The absence of a rheumatoid arthritis consultant has thrown work at King Fahd Hospital in Al-Baha into disarray with over 120 patients having to be referred to other public hospital across the country, Al-Madina Arabic daily reported.

The angry patients called upon the authorities to take action and recruit qualified rheumatoid arthritis consultants, whether Saudi or non-Saudi, to work in the hospital.

Muhammad Al-Ghamdi, whose wife suffers from this chronic disorder, said the arthritis clinic at the hospital remained closed since last Ramadan because of the non-availability of consultants and specialists.

Most of them resigned and left the hospital, Al-Ghamdi said, adding that a physician had been manning the clinic ever since, forcing him take his wife for regular checkups to a hospital outside the region.

“Arthritis treatment and medications are expensive and cannot be found easily. Patients here are in dire need of these medications and hope that they will be made available in public hospitals in Al-Baha,” Al-Ghamdi said.

Al-Baha Health Affairs spokesman Majed Shatti said the hospital management assigned a highly-experienced physician to run the rheumatoid arthritis clinic after the resignation of the consultant doctor.

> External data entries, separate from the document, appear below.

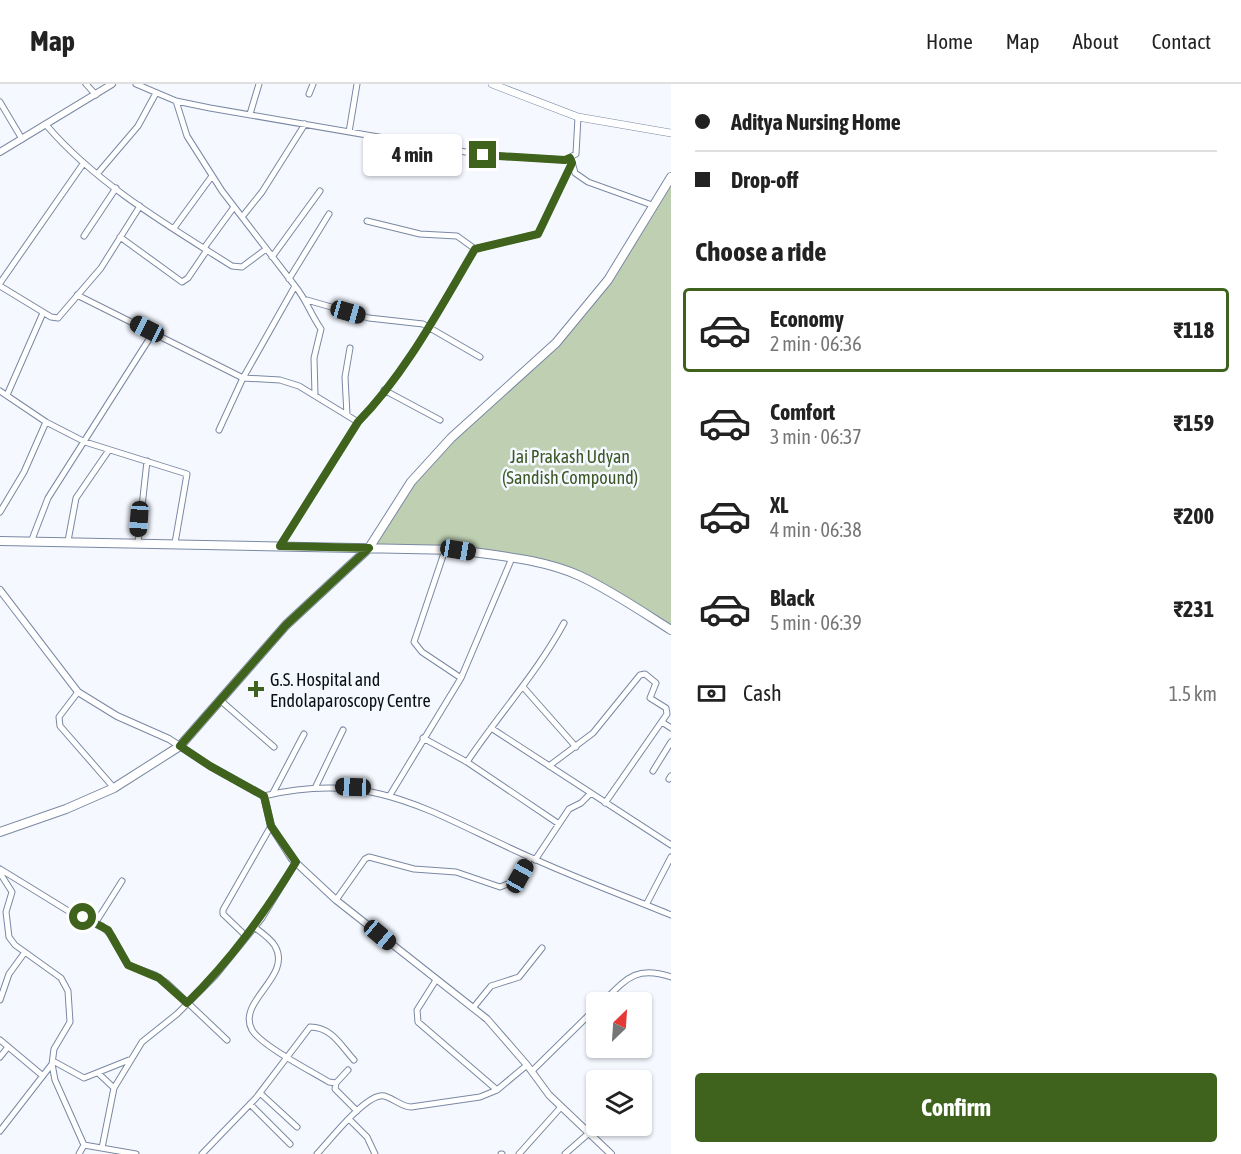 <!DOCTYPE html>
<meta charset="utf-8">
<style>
:root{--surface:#fff;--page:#f2f2f2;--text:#222;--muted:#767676;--line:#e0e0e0;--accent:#3f631c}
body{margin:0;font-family:"Asap Condensed",sans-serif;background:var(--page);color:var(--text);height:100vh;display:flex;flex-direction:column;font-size:22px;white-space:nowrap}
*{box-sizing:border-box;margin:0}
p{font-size:20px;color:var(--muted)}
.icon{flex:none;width:33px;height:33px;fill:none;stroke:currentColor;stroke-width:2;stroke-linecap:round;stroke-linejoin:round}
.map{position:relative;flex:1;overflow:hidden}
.side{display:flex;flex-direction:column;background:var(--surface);width:570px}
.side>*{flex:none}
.guide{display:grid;align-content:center;height:132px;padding:0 24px;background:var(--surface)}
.needle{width:39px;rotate:25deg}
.buttons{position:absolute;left:586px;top:908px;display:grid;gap:12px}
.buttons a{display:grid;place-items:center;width:66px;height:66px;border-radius:6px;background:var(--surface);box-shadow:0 2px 4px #0004;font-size:30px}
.end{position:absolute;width:27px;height:27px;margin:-14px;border:8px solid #3f631c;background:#fff;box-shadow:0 0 0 3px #fff}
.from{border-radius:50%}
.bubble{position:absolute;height:42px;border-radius:6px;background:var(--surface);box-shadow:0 2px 4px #0004;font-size:20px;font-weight:700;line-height:42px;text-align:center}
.car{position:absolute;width:18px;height:36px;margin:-18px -9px;border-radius:8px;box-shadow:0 0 4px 2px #0007;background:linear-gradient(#222 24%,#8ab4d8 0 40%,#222 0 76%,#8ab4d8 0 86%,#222 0)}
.guide b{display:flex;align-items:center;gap:21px;height:57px;font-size:22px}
.guide b+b{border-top:2px solid var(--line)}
.guide i{width:15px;height:15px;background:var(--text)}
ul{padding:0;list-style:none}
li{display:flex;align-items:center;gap:18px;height:84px;margin:0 12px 9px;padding:0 12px;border:3px solid transparent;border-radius:6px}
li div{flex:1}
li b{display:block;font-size:22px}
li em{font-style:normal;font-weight:700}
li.active{border-color:var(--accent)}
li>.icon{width:54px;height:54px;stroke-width:1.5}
h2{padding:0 24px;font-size:27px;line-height:72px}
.pay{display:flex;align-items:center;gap:15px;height:66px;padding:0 24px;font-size:22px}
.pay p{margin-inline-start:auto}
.button{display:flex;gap:12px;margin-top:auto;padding:12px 24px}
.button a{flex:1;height:69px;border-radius:6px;background:var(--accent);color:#fff;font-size:24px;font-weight:700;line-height:69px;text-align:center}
header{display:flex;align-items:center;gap:36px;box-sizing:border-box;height:84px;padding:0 30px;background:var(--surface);border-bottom:2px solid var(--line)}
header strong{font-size:28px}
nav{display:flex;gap:33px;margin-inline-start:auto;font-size:21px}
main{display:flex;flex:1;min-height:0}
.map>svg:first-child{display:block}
</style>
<header>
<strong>Map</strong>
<nav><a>Home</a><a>Map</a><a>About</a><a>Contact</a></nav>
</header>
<main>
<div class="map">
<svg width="671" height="1070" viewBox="0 0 671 1070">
<rect width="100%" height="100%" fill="#f5f9ff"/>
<path fill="#becfb2" d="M671 94V546L578 491 523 473 369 464 411 398 555 259 608 196Z"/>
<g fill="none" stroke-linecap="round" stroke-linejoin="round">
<defs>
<path id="minor" d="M86 0 96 11
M136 0 176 17 210 24 483 71 565 76 576 70 578 33
M309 10 313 0
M176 17 187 52 222 107 295 202 243 294 219 346
M0 18 22 55
M250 30 259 0
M47 42C97 100 167 141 232 182L242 183 266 165
M349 48 357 0
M572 78 575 89 588 98 652 121
M98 89 138 42 156 9
M242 133 262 108 305 40
M367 137 420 150 457 152 475 165
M174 144 212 92
M84 152 116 104
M120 153 182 198 188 194 207 166
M204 164 234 123
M272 173 320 107
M289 195 329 130
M0 199 83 80
M0 202 51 233 58 234 101 184 140 122
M295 202C306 215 311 231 321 245L314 274 315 311
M77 211 243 294 280 296 299 302 358 338
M307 216 369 234 423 240 480 273
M384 306 440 336
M0 307 46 338 85 358 187 390 175 459
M7 311 43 229
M347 331 345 293 350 264
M0 428 24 388 46 338
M68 457 76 414 109 366
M31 458 48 414 153 249
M138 459 147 377
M280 462 358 338C406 289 440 224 475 165L538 150 572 79
M445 466 414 558 422 568 461 594
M524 604 576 663
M78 608 59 633 60 642 114 704
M220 616 274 663
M662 638 671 644
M491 644 671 761
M423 654 467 678 559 740
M467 678C499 630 537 589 564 539
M549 682 593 649 640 591 645 590 656 599 650 614 666 624 667 630 605 719
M653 687 671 658
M669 695 671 692
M316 702 343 646
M273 709 304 650
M390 711 461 594 512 474
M264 712C378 685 433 731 532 774 578 795 625 812 671 831
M535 776 569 725 581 719 591 709
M0 785 70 828 102 842 112 852 128 881 155 891 168 900 227 956
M0 789 12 808 6 828 9 853 15 861 61 894 68 907 70 938 54 965 52 980 55 996 84 1061 79 1070
M336 816 365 775 369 773 414 785 456 788 500 803 518 796 530 774
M646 821 671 773
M96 838 122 797
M254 843C261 848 270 854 275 862 293 893 236 917 252 946 262 962 311 987 329 998L336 999
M246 852 223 830V826L271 742
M436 896 417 926 418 938 497 1006
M0 916 9 890 25 868
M603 918C626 895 636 881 671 893
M473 924 491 902 519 893 542 864
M0 956 43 992
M0 973 8 963
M53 977 84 994 129 976
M348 986 336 999 335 1005 357 1027
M532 987 597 923
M98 989 114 1004 102 1064
M114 1004 142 958 177 930 215 892 262 834 296 778
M260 1009 297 1043
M250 1020 290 1060
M349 1035 367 1053 375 1070
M0 1047 52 980
M84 1061 136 1070
M202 1070 256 1014 310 943C332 943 341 962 354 976
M317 1070C330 1056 362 1015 380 1012 389 1010 400 1023 411 1023L480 1013 497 1006 527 981
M501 1070H502
M519 1070 561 1023
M565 1070 589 1049"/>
<path id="tertiary" d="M0 68 112 0
M0 506 78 608 117 632 169 655 210 682 264 712 271 742 292 775 336 816 487 935 527 981 549 1011 611 1070"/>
<path id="secondary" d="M492 0 578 33 671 49"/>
<path id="primary" d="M0 457 458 466C498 472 543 475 580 492 612 507 641 527 671 546
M0 748 66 725 114 704 180 662 286 541 369 464 411 398 451 354 556 259 608 196 671 93"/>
</defs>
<use href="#minor" stroke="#7a88a3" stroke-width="7"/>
<use href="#tertiary" stroke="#7a88a3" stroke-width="8"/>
<use href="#secondary" stroke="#7a88a3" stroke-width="8"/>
<use href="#primary" stroke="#7a88a3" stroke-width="10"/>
<use href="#minor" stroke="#fff" stroke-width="5"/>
<use href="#tertiary" stroke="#fff" stroke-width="6"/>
<use href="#secondary" stroke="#fff" stroke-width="7"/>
<use href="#primary" stroke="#fff" stroke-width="8"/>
</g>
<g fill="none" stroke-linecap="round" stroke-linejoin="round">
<path stroke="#3f631c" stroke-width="8" d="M83 833 108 846 128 881 159 894 187 919C231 876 264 830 296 778L271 742 264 712 210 682 180 662 286 541 369 464 280 462 358 338C406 289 440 224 475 165L538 150 572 79 570 74 565 76 483 71"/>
</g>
<path fill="#3f631c" stroke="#f5f9ff" stroke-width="2" d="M253 596h6v6h6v6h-6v6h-6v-6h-6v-6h6z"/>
<g text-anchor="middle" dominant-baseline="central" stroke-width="5" stroke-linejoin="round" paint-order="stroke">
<g font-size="18" fill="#3b5724" stroke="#f5f9ff">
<text x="570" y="372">Jai Prakash Udyan<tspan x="570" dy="21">(Sandish Compound)</tspan></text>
</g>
<g font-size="18" fill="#0a0f18" stroke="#f5f9ff" text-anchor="start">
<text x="270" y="595">G.S. Hospital and<tspan x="270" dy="21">Endolaparoscopy Centre</tspan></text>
</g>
</g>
</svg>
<div class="buttons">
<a><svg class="needle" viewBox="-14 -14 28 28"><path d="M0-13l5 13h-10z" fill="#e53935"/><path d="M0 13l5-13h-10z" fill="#767676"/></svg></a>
<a><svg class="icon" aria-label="layers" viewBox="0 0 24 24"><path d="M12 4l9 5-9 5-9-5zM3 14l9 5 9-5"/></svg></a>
</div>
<i class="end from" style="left:83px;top:833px"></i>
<i class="end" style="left:483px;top:71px"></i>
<div class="bubble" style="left:363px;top:50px;width:99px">4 min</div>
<i class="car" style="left:348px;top:228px;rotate:106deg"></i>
<i class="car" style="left:147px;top:245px;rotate:297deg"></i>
<i class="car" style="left:139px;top:435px;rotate:184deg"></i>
<i class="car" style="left:458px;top:466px;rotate:99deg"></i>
<i class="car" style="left:353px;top:703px;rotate:272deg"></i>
<i class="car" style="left:520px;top:792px;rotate:29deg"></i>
<i class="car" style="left:380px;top:851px;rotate:130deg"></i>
</div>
<section class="side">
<div class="guide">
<b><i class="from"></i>Aditya Nursing Home</b>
<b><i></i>Drop-off</b>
</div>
<h2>Choose a ride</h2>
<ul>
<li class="active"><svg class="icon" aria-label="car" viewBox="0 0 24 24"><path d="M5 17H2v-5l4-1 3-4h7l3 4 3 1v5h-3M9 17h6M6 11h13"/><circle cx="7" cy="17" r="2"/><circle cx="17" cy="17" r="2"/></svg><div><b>Economy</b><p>2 min · 06:36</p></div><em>₹118</em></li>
<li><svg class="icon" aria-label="car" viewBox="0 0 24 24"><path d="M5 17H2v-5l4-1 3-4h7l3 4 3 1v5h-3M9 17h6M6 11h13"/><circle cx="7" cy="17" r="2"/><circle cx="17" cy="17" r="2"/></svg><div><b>Comfort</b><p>3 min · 06:37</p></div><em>₹159</em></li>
<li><svg class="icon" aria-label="car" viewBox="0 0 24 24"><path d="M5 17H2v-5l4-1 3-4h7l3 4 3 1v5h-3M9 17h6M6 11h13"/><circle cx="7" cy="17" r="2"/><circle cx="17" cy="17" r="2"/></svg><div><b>XL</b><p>4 min · 06:38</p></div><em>₹200</em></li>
<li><svg class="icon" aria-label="car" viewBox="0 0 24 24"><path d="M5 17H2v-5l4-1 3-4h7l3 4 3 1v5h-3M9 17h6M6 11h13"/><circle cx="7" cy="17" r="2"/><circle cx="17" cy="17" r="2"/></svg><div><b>Black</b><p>5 min · 06:39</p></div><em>₹231</em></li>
</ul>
<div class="pay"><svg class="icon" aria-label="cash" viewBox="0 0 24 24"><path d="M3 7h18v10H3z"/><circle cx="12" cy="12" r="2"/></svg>Cash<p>1.5 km</p></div>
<div class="button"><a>Confirm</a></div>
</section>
</main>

“The hospital management has signed a contract with a rheumatoid arthritis specialist who will be available soon to run the clinic and see patients,” he added.

Rheumatoid arthritis is an autoimmune disorder resulting in swollen and painful joints and in some cases other parts of the body such as eyes, lungs, heart and veins. Although treatment and medications have seen huge development, the chances of a patient with this disorder developing disability are still high. Women are more prone to the disorder than men, the risks are especially high in the 40-60 age group. Smoking, obesity and environmental pollution can increase the chances of developing the disorder among both men and women.